**Action item:** In the listing below, how many lines carry the word "canvas"? Reply with only the number.

**Supplied material:**
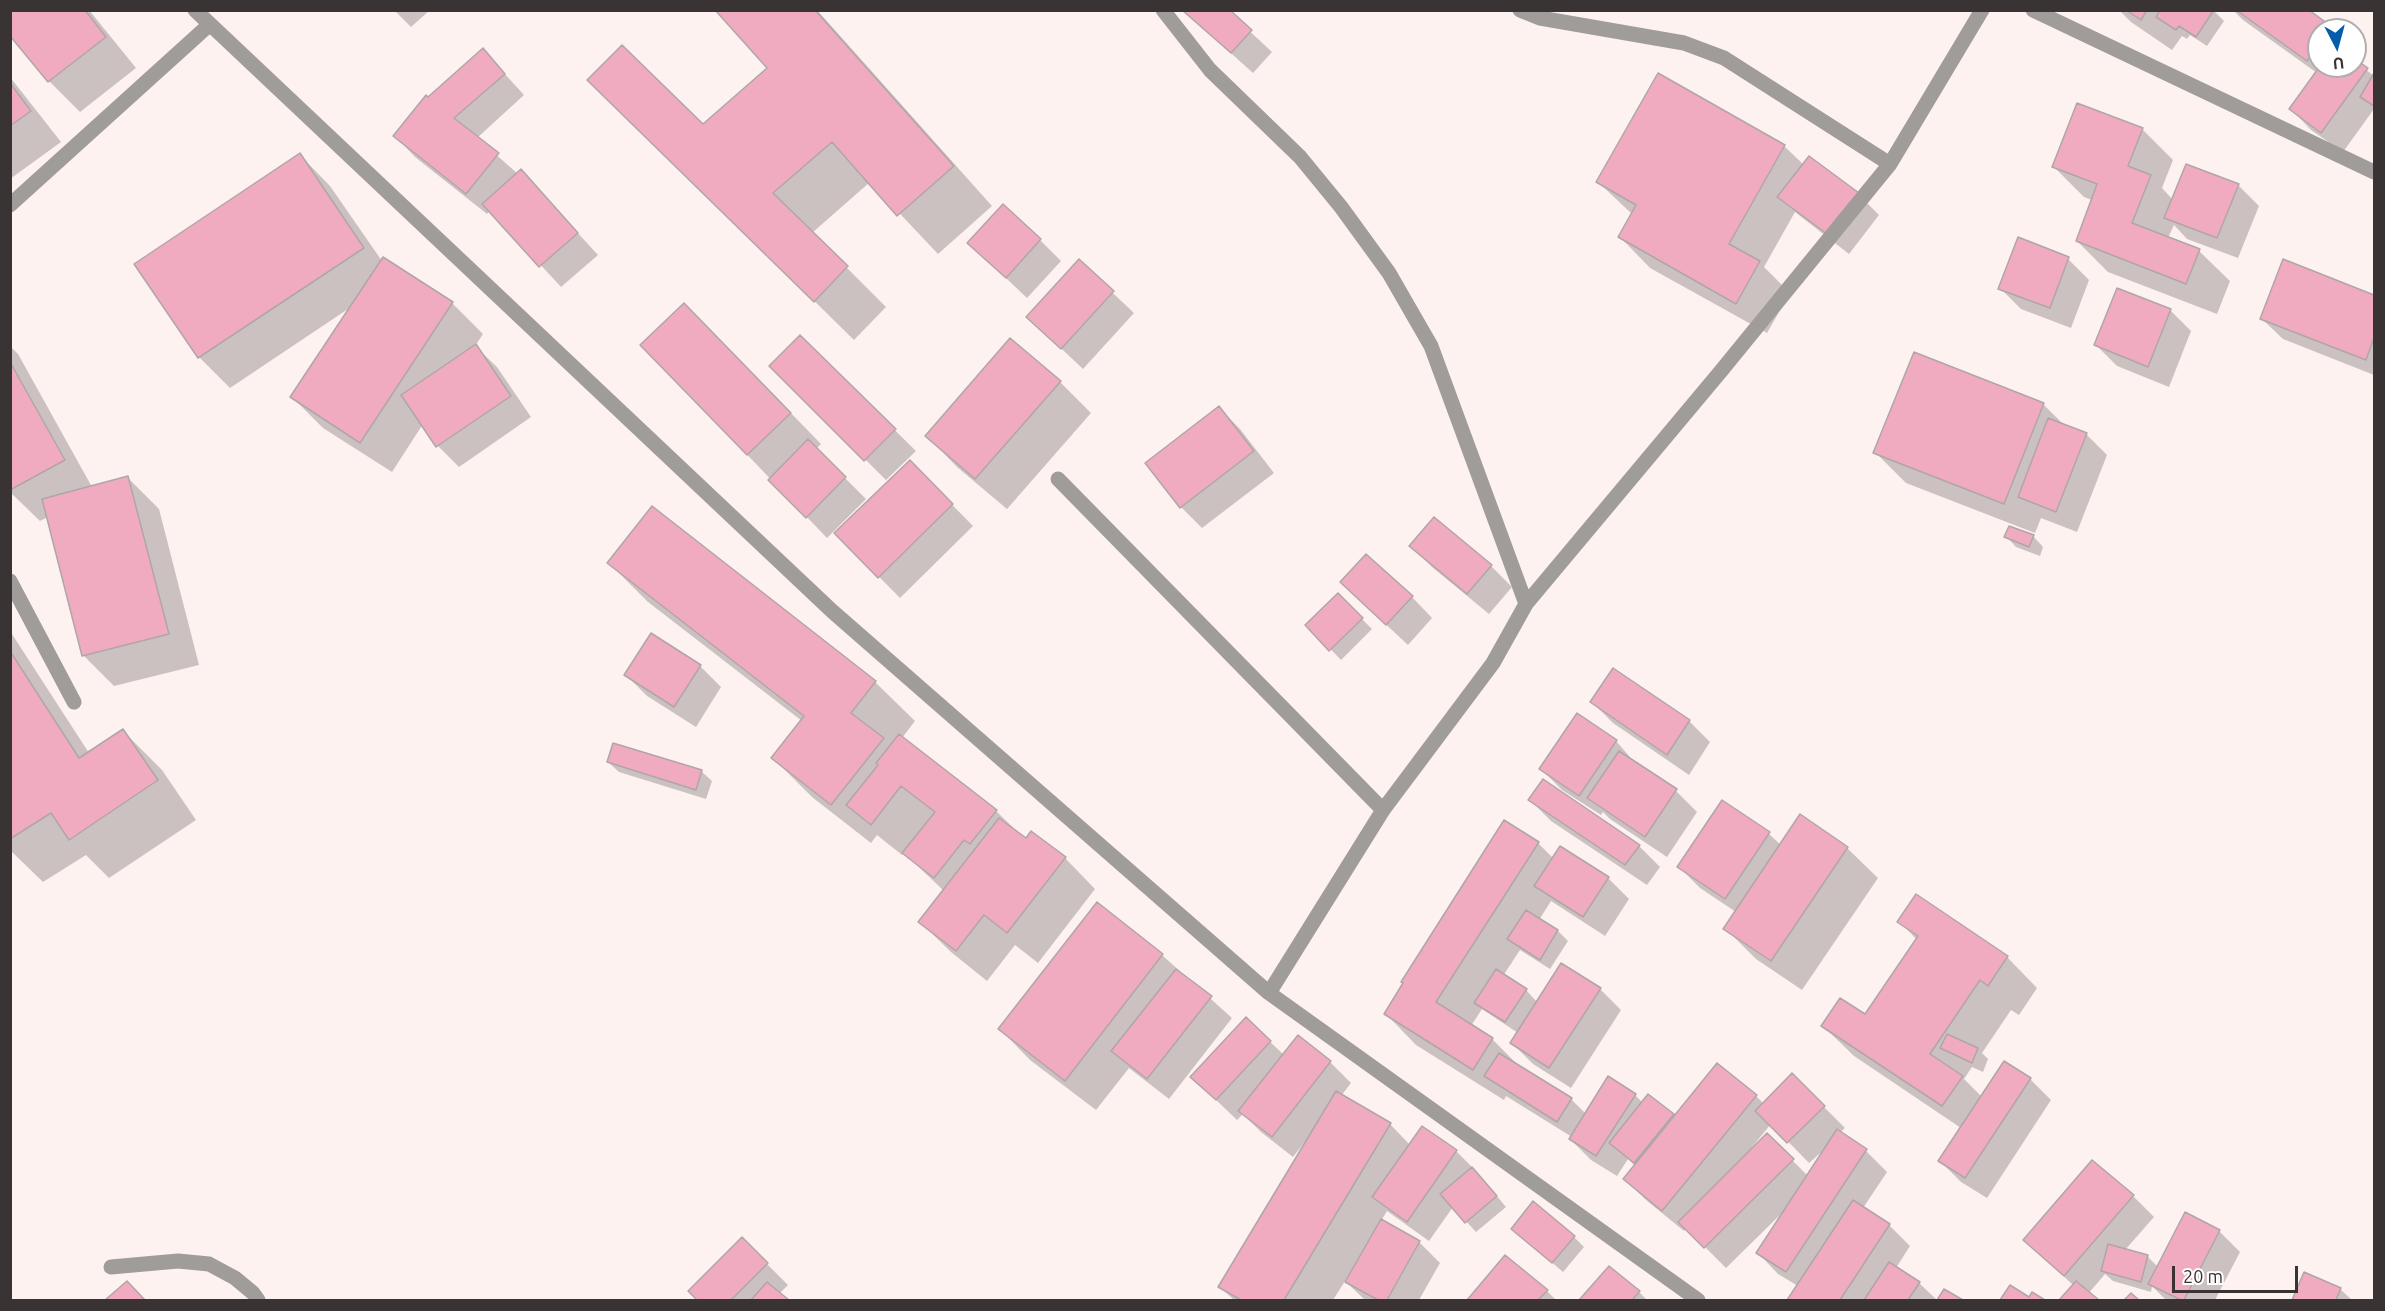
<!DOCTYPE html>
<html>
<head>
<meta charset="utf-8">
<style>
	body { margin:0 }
	#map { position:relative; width:2385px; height:1311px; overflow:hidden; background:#fef2f0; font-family:Ubuntu,sans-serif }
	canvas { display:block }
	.frame { position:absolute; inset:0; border:12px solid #393433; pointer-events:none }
	.north { position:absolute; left:2307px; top:18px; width:60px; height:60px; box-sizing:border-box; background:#fff; border:2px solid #b0aead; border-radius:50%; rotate:174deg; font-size:16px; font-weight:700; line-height:24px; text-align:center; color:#393433 }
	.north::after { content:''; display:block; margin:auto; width:21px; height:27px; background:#045caa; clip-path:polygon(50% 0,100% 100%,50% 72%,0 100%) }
	.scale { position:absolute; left:2172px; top:1266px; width:126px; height:27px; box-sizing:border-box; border:3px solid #393433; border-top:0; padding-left:8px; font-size:18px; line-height:21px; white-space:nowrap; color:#393433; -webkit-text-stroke:4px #fff; paint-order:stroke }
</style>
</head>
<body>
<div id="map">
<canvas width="2385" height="1311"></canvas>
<div class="frame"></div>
<div class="north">U</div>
<div class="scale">20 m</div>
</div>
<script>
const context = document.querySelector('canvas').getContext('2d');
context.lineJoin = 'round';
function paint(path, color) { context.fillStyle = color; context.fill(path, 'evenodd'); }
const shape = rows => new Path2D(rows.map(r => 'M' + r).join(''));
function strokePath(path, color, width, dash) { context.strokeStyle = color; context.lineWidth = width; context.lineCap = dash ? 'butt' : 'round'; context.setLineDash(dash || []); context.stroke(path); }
paint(shape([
	[10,10,89,10,136,68,80,112,49,81],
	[394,10,430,10,411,27],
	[717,10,817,10,992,206,938,254,870,182,812,233,886,307,854,340,629,119,703,126,769,69],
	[1183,10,1227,10,1272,52,1253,73],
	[2119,10,2213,10,2224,21,2207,46,2190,35,2187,39,2182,36,2172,50,2131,22],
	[2233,10,2307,10,2333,30,2319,30,2319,66,2355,66,2355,61,2374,76,2374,109,2343,152,2311,130,2291,109,2317,73,2243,20],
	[483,50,524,95,477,138,518,174,521,171,598,255,561,287,490,210,487,214,415,157,395,136,428,99],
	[10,77,61,142,10,179],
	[2142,129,2173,160,2162,188,2173,200,2238,185,2259,206,2238,258,2187,239,2174,225,2168,238,2199,251,2230,281,2217,314,2108,272,2077,241,2092,200,2084,197,2053,166],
	[1784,146,1804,165,1858,194,1879,215,1849,254,1795,212,1764,267,1790,293,1767,333,1650,268,1620,237,1632,214,1598,182],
	[300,155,330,186,382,261,383,259,452,303,483,334,475,346,497,367,531,417,459,467,438,446,423,424,392,472,323,428,292,397,351,307,230,388,200,358,136,265],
	[1040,240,1061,261,1027,298,990,263],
	[2068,259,2089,280,2071,328,2021,309,2000,288],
	[1079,261,1134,313,1083,369,1028,317],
	[2284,261,2374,296,2374,375,2283,339,2261,318],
	[2170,310,2191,331,2169,387,2117,366,2096,345],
	[715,335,821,444,816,449,866,499,827,538,642,345],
	[800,337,916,451,886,480,771,366],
	[10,346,18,354,92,487,128,478,159,509,199,665,114,686,83,655,48,517,40,521,10,492],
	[1060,382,1091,413,1007,509,957,467,927,436],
	[2043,404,2066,427,2086,434,2107,455,2077,532,2041,518,2035,533,1906,483,1875,452],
	[1219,408,1240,429,1274,473,1202,528,1181,507,1147,463],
	[910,462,973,526,900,598,836,533],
	[2006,536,2033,536,2043,547,2040,556,2016,547],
	[1411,546,1491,566,1512,587,1489,614,1432,567],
	[609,563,875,682,915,721,902,738,996,811,1023,837,1065,858,1095,889,1038,963,1015,945,987,981,951,952,920,922,944,891,904,853,902,855,877,835,871,843,812,797,773,758,802,721,648,602],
	[1338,595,1372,629,1341,660,1307,625],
	[1412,597,1432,618,1408,645,1363,603],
	[10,631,89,753,123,731,162,770,196,820,109,878,86,855,43,882,10,850],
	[700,666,721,687,696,727,647,696,626,675],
	[1613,670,1689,721,1710,742,1689,775,1613,723,1592,702],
	[1616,741,1636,764,1676,791,1697,812,1667,857,1610,819,1603,812,1601,815,1562,790,1541,769],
	[608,762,701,771,712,781,706,799,619,772],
	[1530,800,1639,846,1660,867,1647,885,1551,821],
	[1723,802,1769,834,1781,845,1847,848,1878,878,1802,990,1756,959,1725,928,1736,912,1700,888,1679,867],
	[1538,843,1554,859,1608,878,1629,899,1605,936,1551,901,1539,920,1558,931,1568,941,1550,969,1520,950,1503,976,1526,990,1537,1002,1600,989,1621,1010,1571,1088,1533,1064,1512,1043,1518,1033,1482,1009,1471,1026,1492,1039,1521,1068,1571,1099,1586,1114,1635,1095,1643,1103,1675,1117,1756,1096,1764,1104,1792,1075,1845,1128,1839,1133,1866,1151,1887,1172,1863,1208,1889,1225,1910,1246,1896,1268,1919,1283,1937,1300,1789,1300,1798,1286,1778,1274,1758,1253,1783,1212,1726,1268,1686,1228,1684,1231,1646,1200,1625,1179,1635,1166,1628,1159,1617,1176,1591,1160,1570,1139,1572,1137,1506,1096,1504,1100,1416,1045,1386,1014],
	[1771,1124,1809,1163,1826,1148,1808,1176,1767,1135,1754,1149,1752,1147],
	[1098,904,1162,955,1232,1018,1169,1099,1129,1068,1096,1110,1030,1060,1000,1029],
	[1899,921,2007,957,2037,988,2019,1015,2011,1010,1982,1053,1988,1059,1983,1072,1972,1067,1964,1079,1982,1097,2030,1079,2051,1100,1987,1198,1961,1182,1940,1161,1961,1128,1854,1056,1823,1026,1865,1016,1917,940],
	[1246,1019,1284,1055,1299,1037,1330,1062,1351,1083,1341,1096,1390,1124,1410,1145,1422,1128,1456,1151,1477,1172,1506,1207,1476,1232,1453,1207,1429,1241,1387,1211,1381,1221,1419,1242,1440,1263,1419,1300,1365,1300,1345,1281,1333,1300,1234,1300,1220,1287,1306,1144,1304,1143,1293,1157,1261,1132,1243,1114,1237,1120,1213,1097],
	[2133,1196,2154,1217,2125,1250,2148,1257,2158,1267,2219,1231,2240,1252,2215,1300,2166,1300,2152,1286,2151,1292,2113,1281,2105,1274,2088,1294,2096,1300,2061,1300,2074,1286,2025,1240],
	[1513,1229,1574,1237,1584,1247,1563,1272],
	[742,1239,788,1285,779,1294,787,1300,699,1300,690,1291],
	[1505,1257,1547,1291,1556,1300,1469,1300],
	[1609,1268,1639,1292,1647,1300,1581,1300],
	[2305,1274,2340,1289,2352,1300,2293,1300],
	[2011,1287,2030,1299,2033,1294,2042,1300,2002,1300]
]), '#0003');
const building = shape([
	[10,10,85,10,106,37,48,82,10,36,10,10],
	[715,10,815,10,954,166,897,216,832,142,773,193,848,266,814,302,587,80,622,45,703,124,767,68,715,10],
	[1182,10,1230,10,1252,30,1231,53,1182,10],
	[2126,10,2147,10,2141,20,2126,10],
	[2160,10,2214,10,2196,37,2179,26,2176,30,2156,17,2160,10],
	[2236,10,2309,10,2331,26,2329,30,2319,30,2319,44,2307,61,2236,10],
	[483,48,505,74,454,118,499,153,466,194,393,136,426,95,428,97,483,48],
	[2355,59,2368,68,2321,133,2289,109,2320,66,2355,66,2355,59],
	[1658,73,1785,145,1729,244,1760,261,1736,304,1618,237,1636,205,1596,182,1658,73],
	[2374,73,2374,106,2360,97,2374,73],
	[10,83,31,111,10,126,10,83],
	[2077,103,2143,128,2128,166,2151,175,2132,223,2200,249,2186,284,2076,241,2097,184,2052,167,2077,103],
	[300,153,364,248,198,358,134,264,300,153],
	[1809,156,1859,193,1827,234,1777,197,1809,156],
	[2186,164,2239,184,2217,238,2164,218,2186,164],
	[521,169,578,233,539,267,482,204,521,169],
	[1003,204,1041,239,1006,278,967,243,1003,204],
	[2018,237,2069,257,2050,308,1998,289,2018,237],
	[383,257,453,302,360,443,290,397,383,257],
	[1079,259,1114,291,1061,349,1026,317,1079,259],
	[2283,259,2374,295,2374,338,2366,360,2260,319,2283,259],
	[2117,288,2171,309,2148,367,2094,345,2117,288],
	[684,303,791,413,747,455,640,345,684,303],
	[800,335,896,429,864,461,769,366,800,335],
	[1010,338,1061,381,975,479,925,436,1010,338],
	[476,344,511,396,436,447,401,395,476,344],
	[1914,352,2044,403,2004,504,1873,453,1914,352],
	[10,362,65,460,10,490,10,362],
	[1219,406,1254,451,1180,508,1145,463,1219,406],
	[2048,418,2087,433,2056,512,2018,497,2048,418],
	[808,439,846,477,806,518,768,480,808,439],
	[910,460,953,504,878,578,834,533,910,460],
	[128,476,169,634,82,656,42,499,128,476],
	[652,506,876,681,851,713,884,738,831,805,771,758,804,716,607,563,652,506],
	[1434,517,1492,565,1467,594,1409,546,1434,517],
	[2009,526,2034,535,2029,547,2004,537,2009,526],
	[1366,554,1413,596,1386,625,1340,582,1366,554],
	[1338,593,1363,618,1329,651,1305,625,1338,593],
	[651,633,701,665,674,707,624,675,651,633],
	[10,651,79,758,123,729,158,780,69,840,51,813,10,839,10,651],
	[1613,668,1690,720,1667,755,1590,702,1613,668],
	[1577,713,1617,740,1579,796,1539,769,1577,713],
	[899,734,997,810,970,844,964,840,934,878,902,853,935,812,901,786,871,825,846,805,878,765,876,763,899,734],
	[613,743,702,770,696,790,607,762,613,743],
	[1619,751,1677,789,1645,837,1587,798,1619,751],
	[1543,779,1640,845,1625,865,1528,800,1543,779],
	[1722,800,1770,832,1725,899,1677,867,1722,800],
	[1800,814,1848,847,1771,961,1723,929,1800,814],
	[999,818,1026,838,1031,831,1066,857,1007,933,984,915,956,951,918,922,999,818],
	[1504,820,1539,842,1436,1002,1493,1038,1473,1070,1384,1014,1403,983,1401,982,1504,820],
	[1560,846,1609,877,1583,917,1534,886,1560,846],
	[1916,894,2008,956,1988,986,1980,980,1930,1054,1963,1076,1942,1106,1821,1026,1840,998,1865,1014,1918,936,1897,922,1916,894],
	[1097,902,1163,954,1065,1081,998,1029,1097,902],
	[1526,910,1558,930,1540,960,1507,939,1526,910],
	[1561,963,1601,988,1549,1068,1510,1043,1561,963],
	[1176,969,1212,996,1147,1079,1111,1051,1176,969],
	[1496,969,1527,989,1505,1022,1474,1003,1496,969],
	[1246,1017,1271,1041,1216,1100,1190,1077,1246,1017],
	[1947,1034,1978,1048,1972,1063,1940,1048,1947,1034],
	[1298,1035,1331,1061,1272,1137,1238,1111,1298,1035],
	[1499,1053,1572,1098,1557,1122,1484,1076,1499,1053],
	[2004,1061,2031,1078,1965,1178,1938,1161,2004,1061],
	[1717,1063,1757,1095,1662,1211,1623,1179,1717,1063],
	[1792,1073,1825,1106,1787,1143,1755,1111,1792,1073],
	[1608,1076,1636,1094,1596,1156,1569,1139,1608,1076],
	[1336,1091,1391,1123,1284,1300,1241,1300,1218,1287,1336,1091],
	[1648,1094,1674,1114,1634,1163,1609,1143,1648,1094],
	[1422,1126,1457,1150,1407,1222,1372,1197,1422,1126],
	[1837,1129,1867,1149,1786,1272,1756,1253,1837,1129],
	[1767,1133,1794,1159,1704,1248,1678,1222,1767,1133],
	[2092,1160,2134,1195,2064,1276,2023,1240,2092,1160],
	[1472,1167,1497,1196,1465,1223,1440,1194,1472,1167],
	[1853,1200,1890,1224,1840,1300,1787,1300,1853,1200],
	[1533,1201,1575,1236,1552,1263,1511,1229,1533,1201],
	[2185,1212,2220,1230,2184,1300,2181,1300,2148,1284,2185,1212],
	[1381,1219,1420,1241,1387,1300,1378,1300,1345,1282,1381,1219],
	[742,1237,768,1263,731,1300,697,1300,688,1291,742,1237],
	[2108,1244,2148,1255,2141,1282,2101,1271,2108,1244],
	[1505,1255,1548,1290,1538,1300,1467,1300,1505,1255],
	[1889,1262,1920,1282,1908,1300,1864,1300,1889,1262],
	[1609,1266,1640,1291,1632,1300,1579,1300,1609,1266],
	[2304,1272,2341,1288,2336,1300,2292,1300,2304,1272],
	[127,1281,145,1300,105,1300,127,1281],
	[2076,1281,2099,1300,2059,1300,2076,1281],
	[767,1282,789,1300,751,1300,767,1282],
	[2010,1285,2029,1297,2032,1292,2045,1300,2000,1300,2010,1285],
	[1944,1289,1963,1300,1937,1300,1944,1289],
	[2131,1293,2139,1300,2124,1300,2131,1293]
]);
paint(building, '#f0abc1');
strokePath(building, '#b0a5a8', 1.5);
strokePath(shape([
	[10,581,74,702]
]), '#a09c9a', 15);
strokePath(shape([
	[195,10,832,611,1269,993,1698,1300],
	[1163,10,1210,70,1300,157,1341,207,1389,273,1431,346,1526,604],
	[1520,10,1540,18,1684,43,1724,58,1890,164],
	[2033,10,2374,172],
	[10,205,209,25],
	[1058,479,1383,810],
	[1269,993,1383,810,1493,663,1526,604,1721,371,1890,164,1982,10],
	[111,1267,178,1261,209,1264,235,1278,253,1293,258,1300]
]), '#a09c9a', 15);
</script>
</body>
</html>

**Output for this task:** 3